In altre parole, la risoluzione o la riduzione della sofferenza psicologica che si perseguono in un percorso di psicoterapia, sono sempre accompagnate da un maggiore contatto con il proprio Vero Sé.
Non vi può essere guarigione psicologica senza crescita psicologica.
- Il cammino dal Falso Sé al Vero Sé è virtualmente infinito.
Non ho mai incontrato nessuno che fosse completamente realizzato nel suo Sé, che vivesse sempre a contatto col suo Vero Sé e non presentasse tracce del suo Falso Sé.
Affermare che questo cammino sia infinito, non significa dire che il percorso di psicoterapia debba durare tutta la vita, o decine di anni. Significa dire che in psicoterapia se ne farà “un pezzetto”, ossia solo quello scatto di crescita che la persona ha bisogno di fare in quel momento della sua vita.

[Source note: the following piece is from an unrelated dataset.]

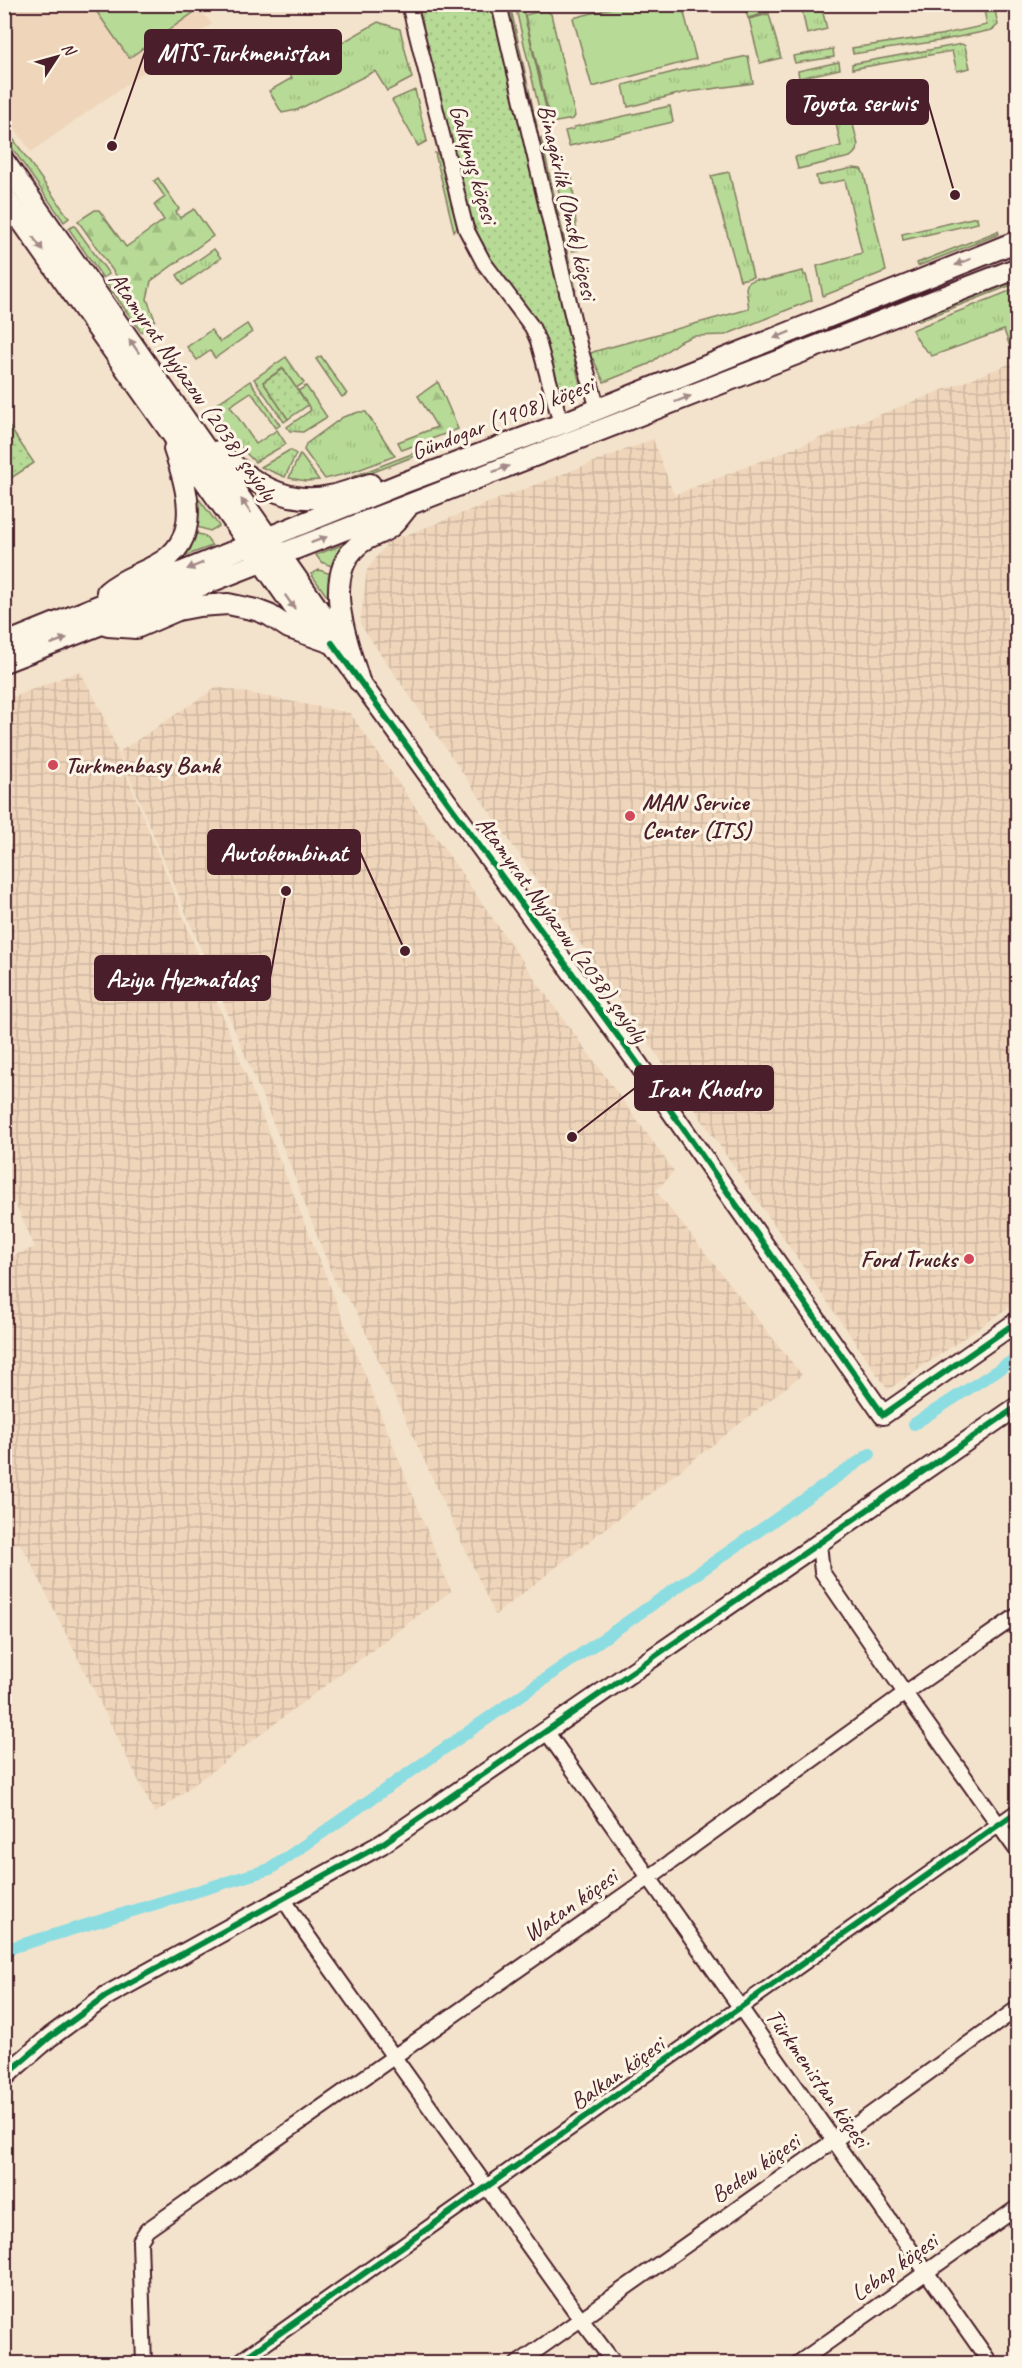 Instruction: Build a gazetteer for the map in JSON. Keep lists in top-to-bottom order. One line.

In seguito la persona continuerà, quando avrà nuovamente bisogno di liberarsi di altre parti del Falso Sé e di integrare altri aspetti del Vero Sé, con gli strumenti acquisiti durante il percorso di psicoterapia, con un nuovo percorso di psicoterapia o con nuove e diverse modalità.
Più ci si avvicina al Vero Sé, più la nostra vita diviene significativa. Più la nostra vita diviene significativa, più diventiamo capaci di affrontare le difficoltà mantenendo uno stato di equilibrio e di centratura. Di conseguenza, lettore che mi hai seguito fin qui, ti invito a mantenere la tua vita all’interno del percorso dal Falso Sé al Vero Sé: fai in modo che sia significativa, che sia degna di essere raccontata in un “romanzo di formazione”.
O, come dicevano gli antichi greci, che conduca l'essere umano ordinario (anthropos) a divenire l’uomo-eroe (anér) o la donna-eroina (gyné) che, paradossalmente, sei già.